__Material provided__.
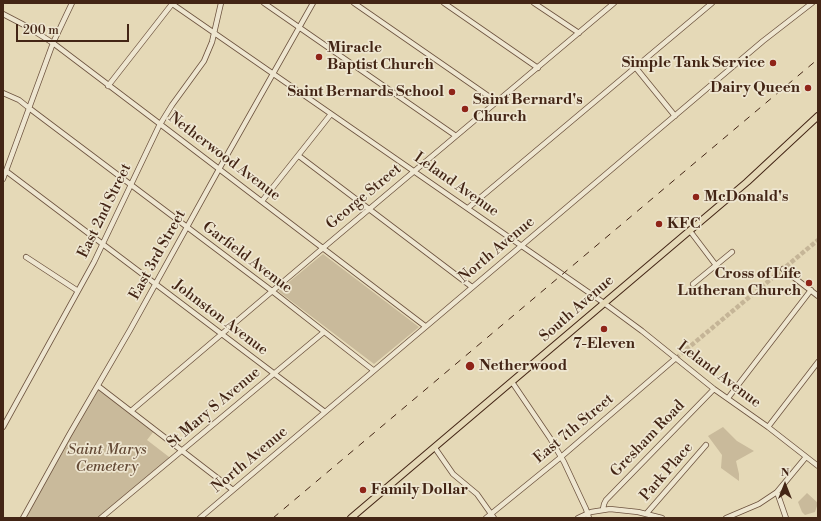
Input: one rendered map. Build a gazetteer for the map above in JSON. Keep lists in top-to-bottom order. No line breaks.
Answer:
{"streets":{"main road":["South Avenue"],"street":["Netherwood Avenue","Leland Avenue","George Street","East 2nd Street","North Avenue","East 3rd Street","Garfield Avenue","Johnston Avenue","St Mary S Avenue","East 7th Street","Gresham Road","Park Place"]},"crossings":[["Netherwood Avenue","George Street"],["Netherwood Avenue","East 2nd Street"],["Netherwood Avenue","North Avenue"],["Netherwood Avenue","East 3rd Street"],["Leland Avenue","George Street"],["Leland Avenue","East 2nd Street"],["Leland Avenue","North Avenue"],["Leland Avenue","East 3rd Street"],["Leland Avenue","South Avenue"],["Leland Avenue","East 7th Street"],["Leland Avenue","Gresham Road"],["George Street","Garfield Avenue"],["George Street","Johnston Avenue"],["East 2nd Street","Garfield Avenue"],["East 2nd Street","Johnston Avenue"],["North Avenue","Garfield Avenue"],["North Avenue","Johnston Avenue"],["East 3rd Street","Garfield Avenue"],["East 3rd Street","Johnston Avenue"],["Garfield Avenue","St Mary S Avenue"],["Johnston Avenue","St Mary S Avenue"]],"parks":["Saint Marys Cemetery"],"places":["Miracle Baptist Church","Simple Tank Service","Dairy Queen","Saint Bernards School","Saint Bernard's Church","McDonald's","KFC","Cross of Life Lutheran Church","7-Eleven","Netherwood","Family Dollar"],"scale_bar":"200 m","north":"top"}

__Task statement__. Output all data exactly, omitting images.

__Solution below__.
Input: one rendered map. Build a gazetteer for the map above in JSON. Keep lists in top-to-bottom order. No line breaks.
Answer:
{"streets":{"main road":["South Avenue"],"street":["Netherwood Avenue","Leland Avenue","George Street","East 2nd Street","North Avenue","East 3rd Street","Garfield Avenue","Johnston Avenue","St Mary S Avenue","East 7th Street","Gresham Road","Park Place"]},"crossings":[["Netherwood Avenue","George Street"],["Netherwood Avenue","East 2nd Street"],["Netherwood Avenue","North Avenue"],["Netherwood Avenue","East 3rd Street"],["Leland Avenue","George Street"],["Leland Avenue","East 2nd Street"],["Leland Avenue","North Avenue"],["Leland Avenue","East 3rd Street"],["Leland Avenue","South Avenue"],["Leland Avenue","East 7th Street"],["Leland Avenue","Gresham Road"],["George Street","Garfield Avenue"],["George Street","Johnston Avenue"],["East 2nd Street","Garfield Avenue"],["East 2nd Street","Johnston Avenue"],["North Avenue","Garfield Avenue"],["North Avenue","Johnston Avenue"],["East 3rd Street","Garfield Avenue"],["East 3rd Street","Johnston Avenue"],["Garfield Avenue","St Mary S Avenue"],["Johnston Avenue","St Mary S Avenue"]],"parks":["Saint Marys Cemetery"],"places":["Miracle Baptist Church","Simple Tank Service","Dairy Queen","Saint Bernards School","Saint Bernard's Church","McDonald's","KFC","Cross of Life Lutheran Church","7-Eleven","Netherwood","Family Dollar"],"scale_bar":"200 m","north":"top"}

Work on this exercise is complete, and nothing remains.